Exercise brief: Write the listing out again word for word. Pictures do not belong in the copy.

Material for this exercise:
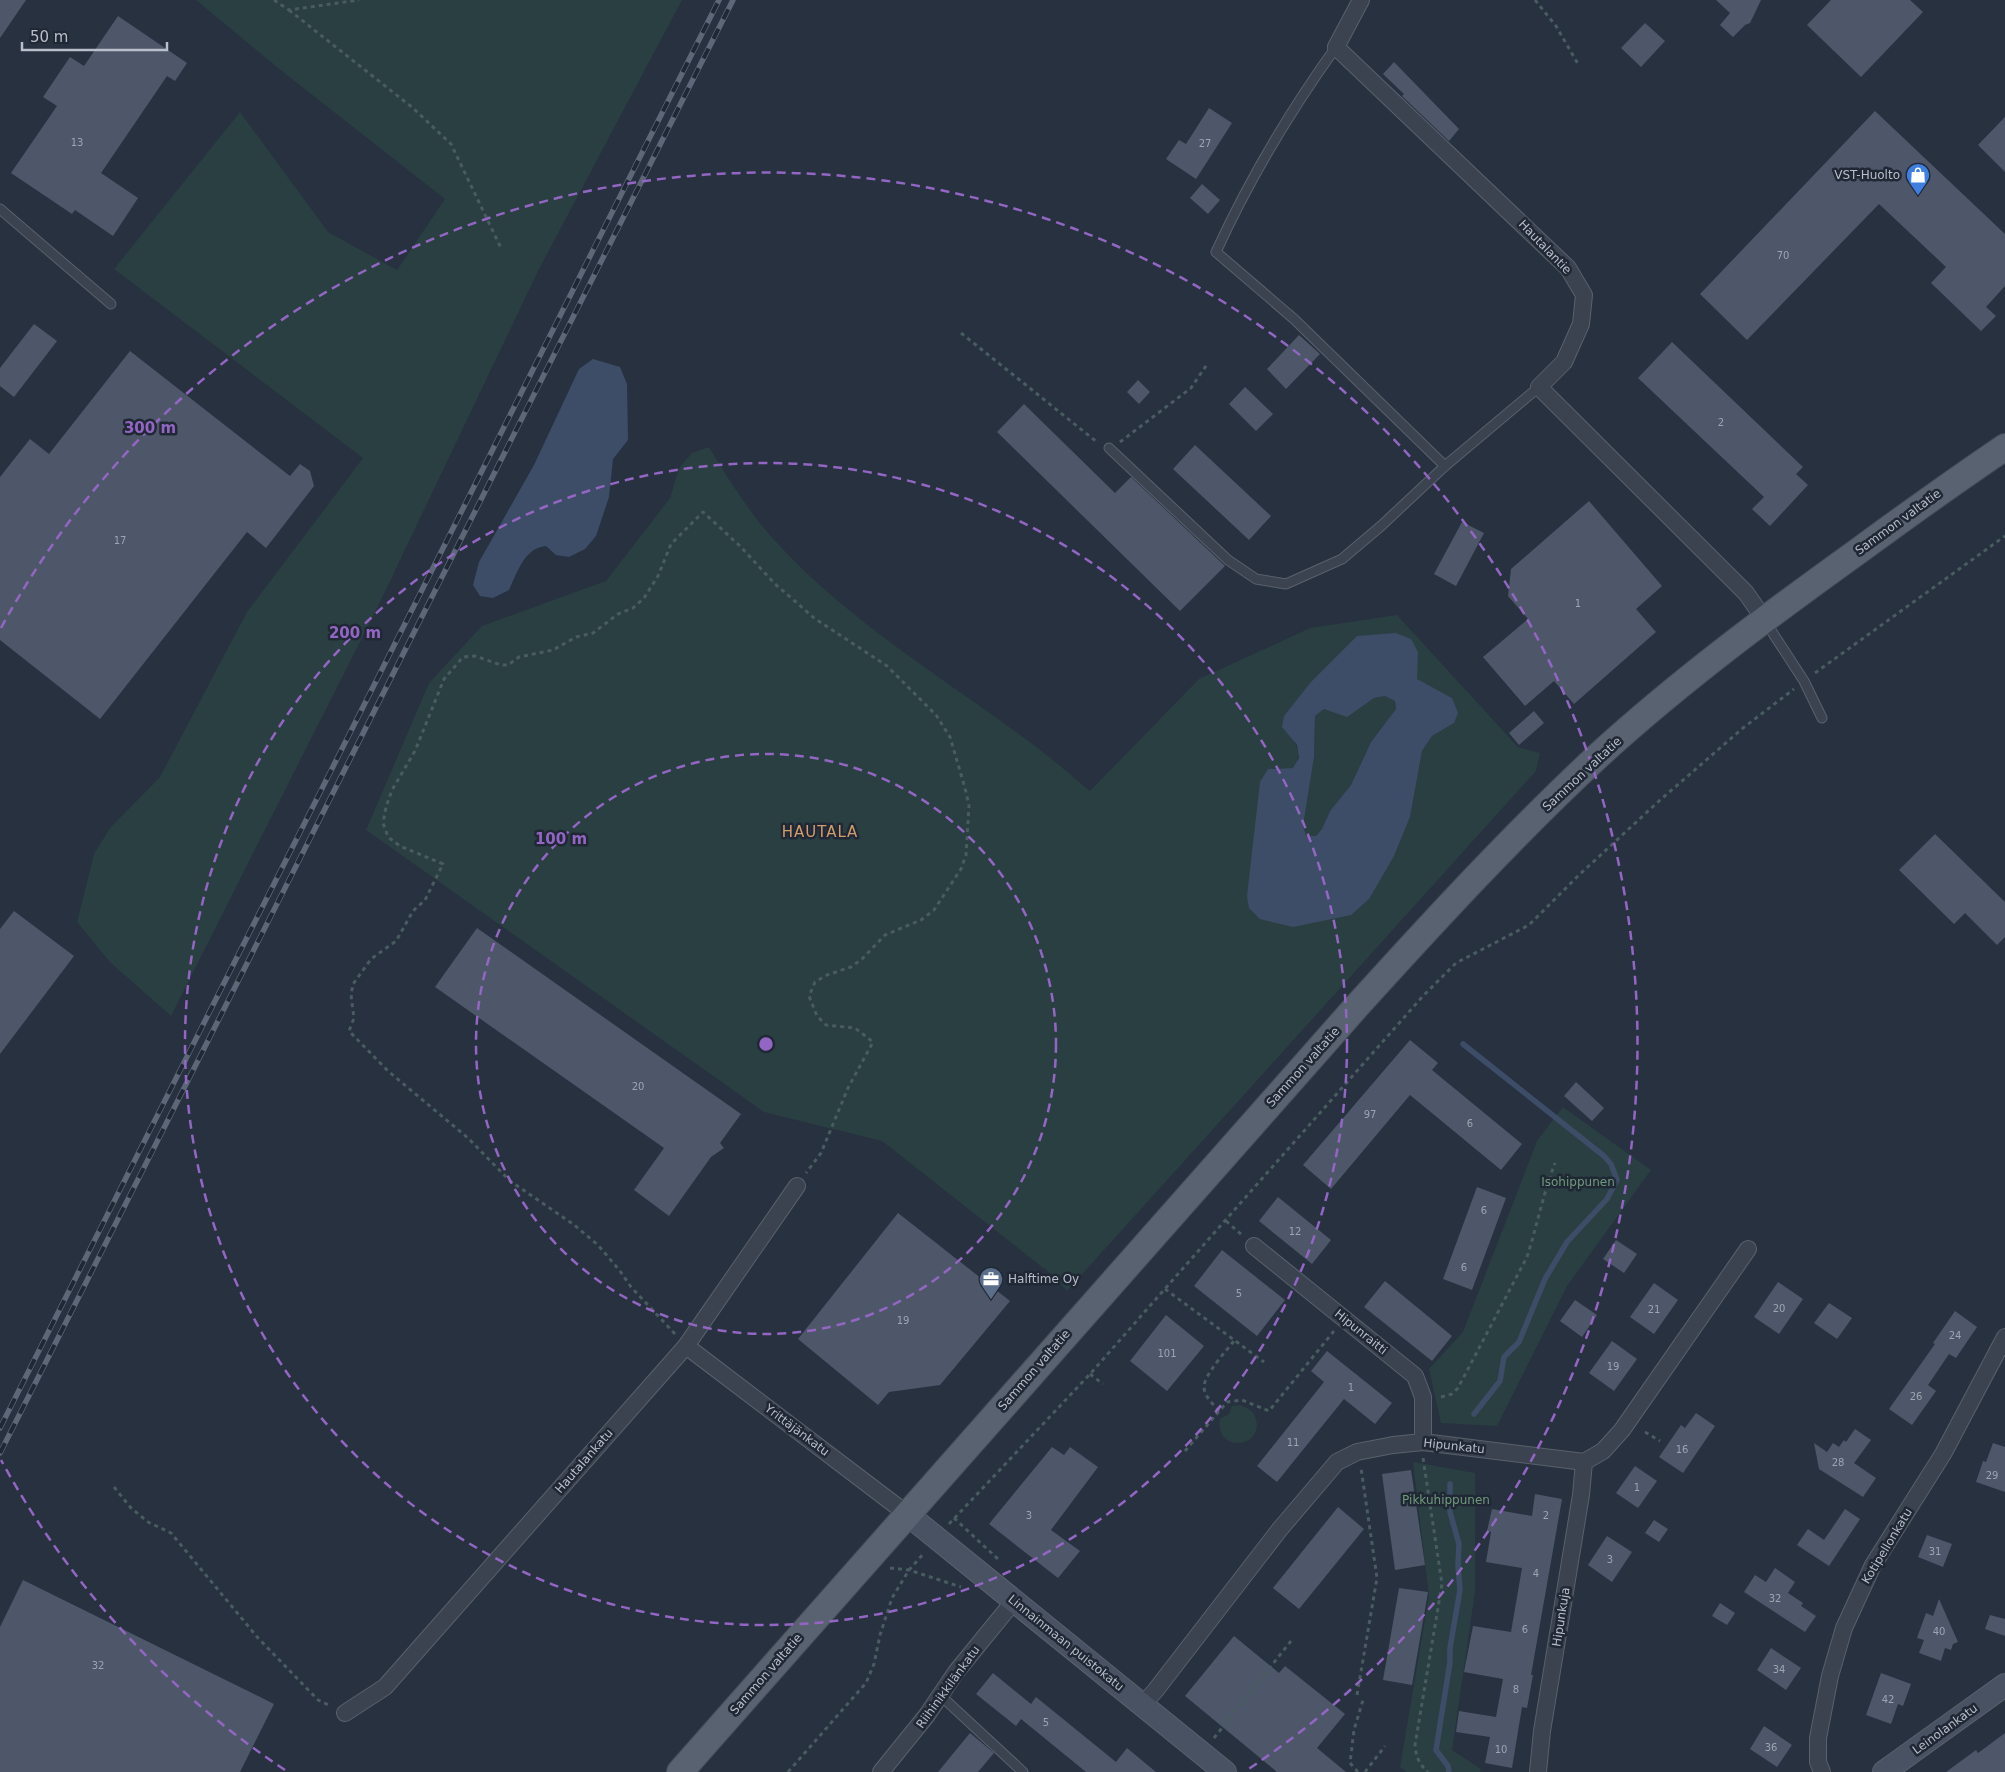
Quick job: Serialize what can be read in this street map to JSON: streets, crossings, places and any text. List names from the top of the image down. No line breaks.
{"streets":{"main road":["Sammon valtatie"],"street":["Hautalantie","Hipunraitti","Yrittäjänkatu","Hipunkatu","Hautalankatu","Kotipellonkatu","Hipunkuja","Linnainmaan puistokatu","Riihinikkilänkatu","Leinolankatu"]},"crossings":[["Sammon valtatie","Yrittäjänkatu"],["Sammon valtatie","Linnainmaan puistokatu"],["Hipunraitti","Hipunkatu"],["Yrittäjänkatu","Hautalankatu"],["Yrittäjänkatu","Linnainmaan puistokatu"],["Hipunkatu","Hipunkuja"],["Hipunkatu","Linnainmaan puistokatu"],["Linnainmaan puistokatu","Riihinikkilänkatu"]],"districts":["HAUTALA"],"parks":["Isohippunen","Pikkuhippunen"],"places":{"shop":["VST-Huolto"],"office":["Halftime Oy"]},"house_numbers":["13","27","70","2","17","1","20","97","6","6","12","6","5","20","21","19","24","101","19","1","26","11","16","28","29","1","3","2","31","3","4","32","6","40","32","34","8","42","5","36","10"],"scale_bar":"50 m","rings":["300 m","200 m","100 m"]}
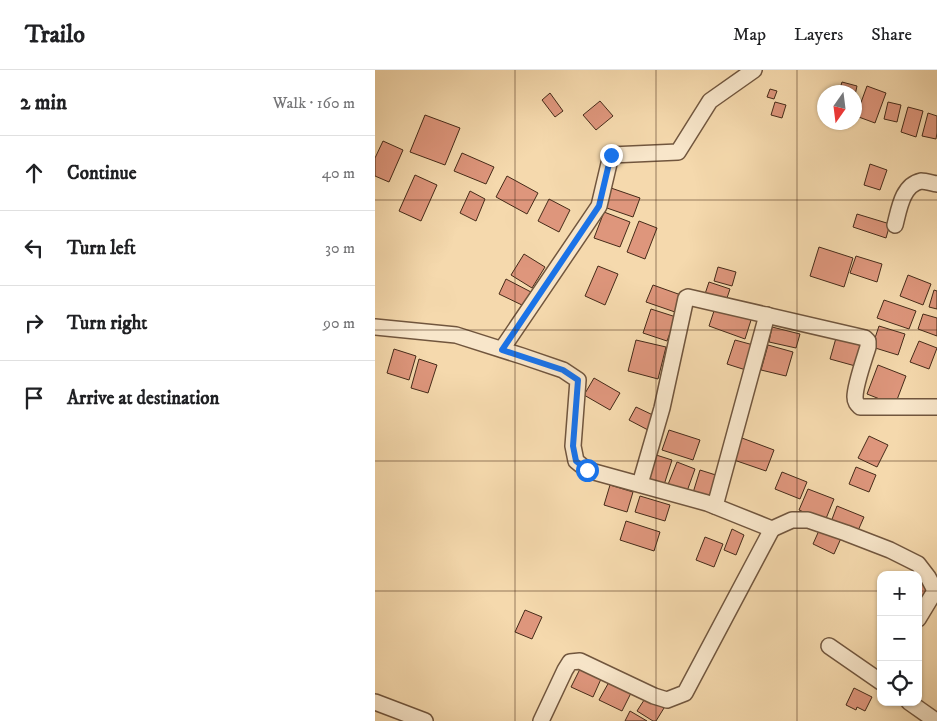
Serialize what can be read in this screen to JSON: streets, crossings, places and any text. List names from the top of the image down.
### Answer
{
  "north": "bottom",
  "page": {
    "header": "Trailo",
    "nav": ["Map", "Layers", "Share"],
    "heading": ["2 min", "Walk · 160 m"],
    "list": [
      ["Continue", "40 m"],
      ["Turn left", "30 m"],
      ["Turn right", "90 m"],
      "Arrive at destination"
    ],
    "map_buttons": ["+", "−"]
  }
}
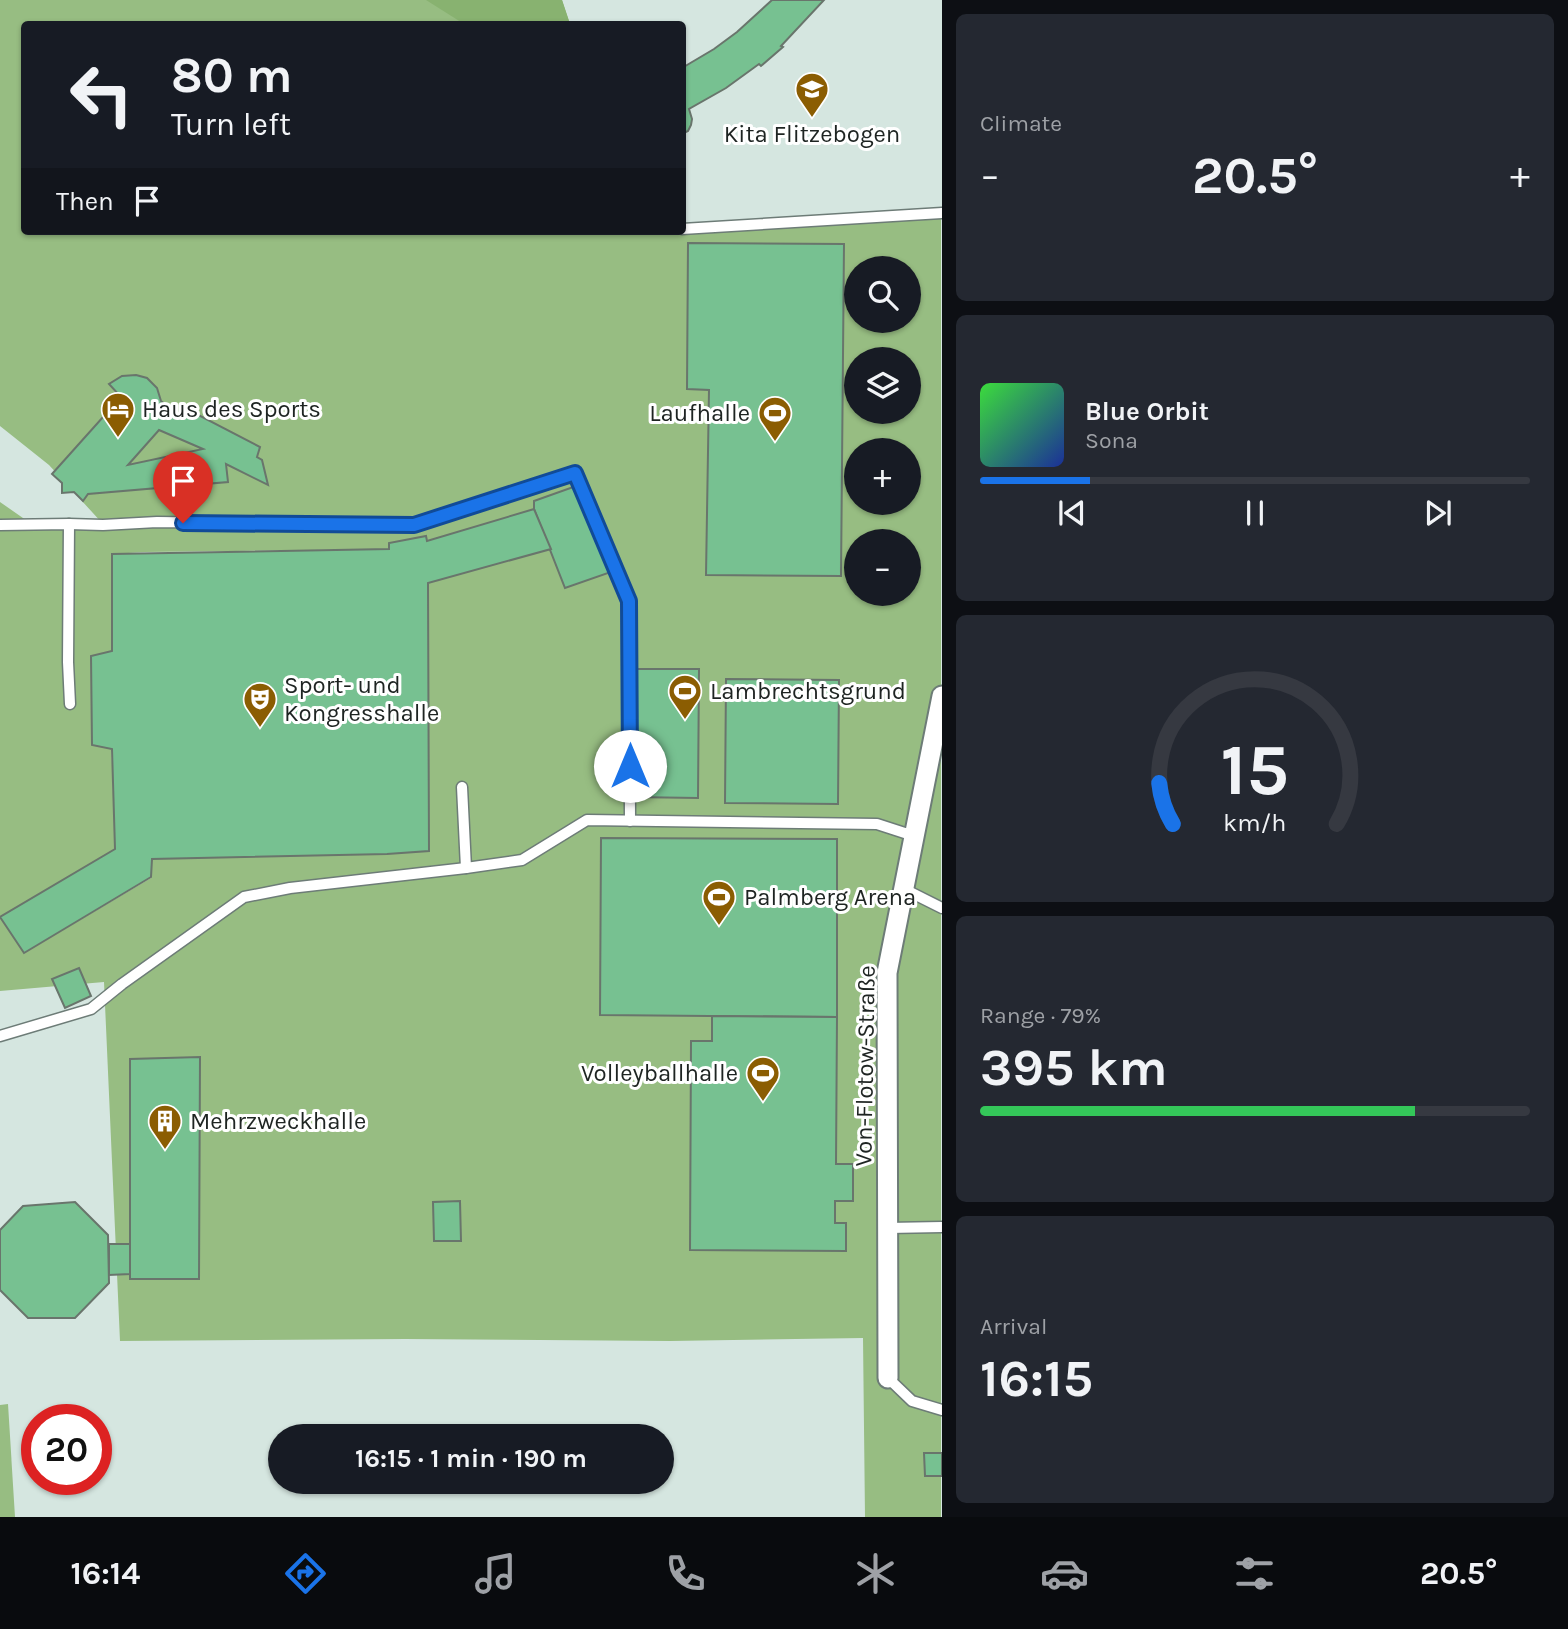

Answer for this exercise:
Quick job: Serialize what can be read in this street map to JSON: streets, crossings, places and any text. List names from the top of the image down. No line breaks.
{"streets":{"main road":["Sammon valtatie"],"street":["Hautalantie","Hipunraitti","Yrittäjänkatu","Hipunkatu","Hautalankatu","Kotipellonkatu","Hipunkuja","Linnainmaan puistokatu","Riihinikkilänkatu","Leinolankatu"]},"crossings":[["Sammon valtatie","Yrittäjänkatu"],["Sammon valtatie","Linnainmaan puistokatu"],["Hipunraitti","Hipunkatu"],["Yrittäjänkatu","Hautalankatu"],["Yrittäjänkatu","Linnainmaan puistokatu"],["Hipunkatu","Hipunkuja"],["Hipunkatu","Linnainmaan puistokatu"],["Linnainmaan puistokatu","Riihinikkilänkatu"]],"districts":["HAUTALA"],"parks":["Isohippunen","Pikkuhippunen"],"places":{"shop":["VST-Huolto"],"office":["Halftime Oy"]},"house_numbers":["13","27","70","2","17","1","20","97","6","6","12","6","5","20","21","19","24","101","19","1","26","11","16","28","29","1","3","2","31","3","4","32","6","40","32","34","8","42","5","36","10"],"scale_bar":"50 m","rings":["300 m","200 m","100 m"]}
Serialize what can be read in this screen to JSON: streets, crossings, places and any text. List names from the top of the image down.
### Answer
{
  "north": "bottom",
  "page": {
    "header": "Trailo",
    "nav": ["Map", "Layers", "Share"],
    "heading": ["2 min", "Walk · 160 m"],
    "list": [
      ["Continue", "40 m"],
      ["Turn left", "30 m"],
      ["Turn right", "90 m"],
      "Arrive at destination"
    ],
    "map_buttons": ["+", "−"]
  }
}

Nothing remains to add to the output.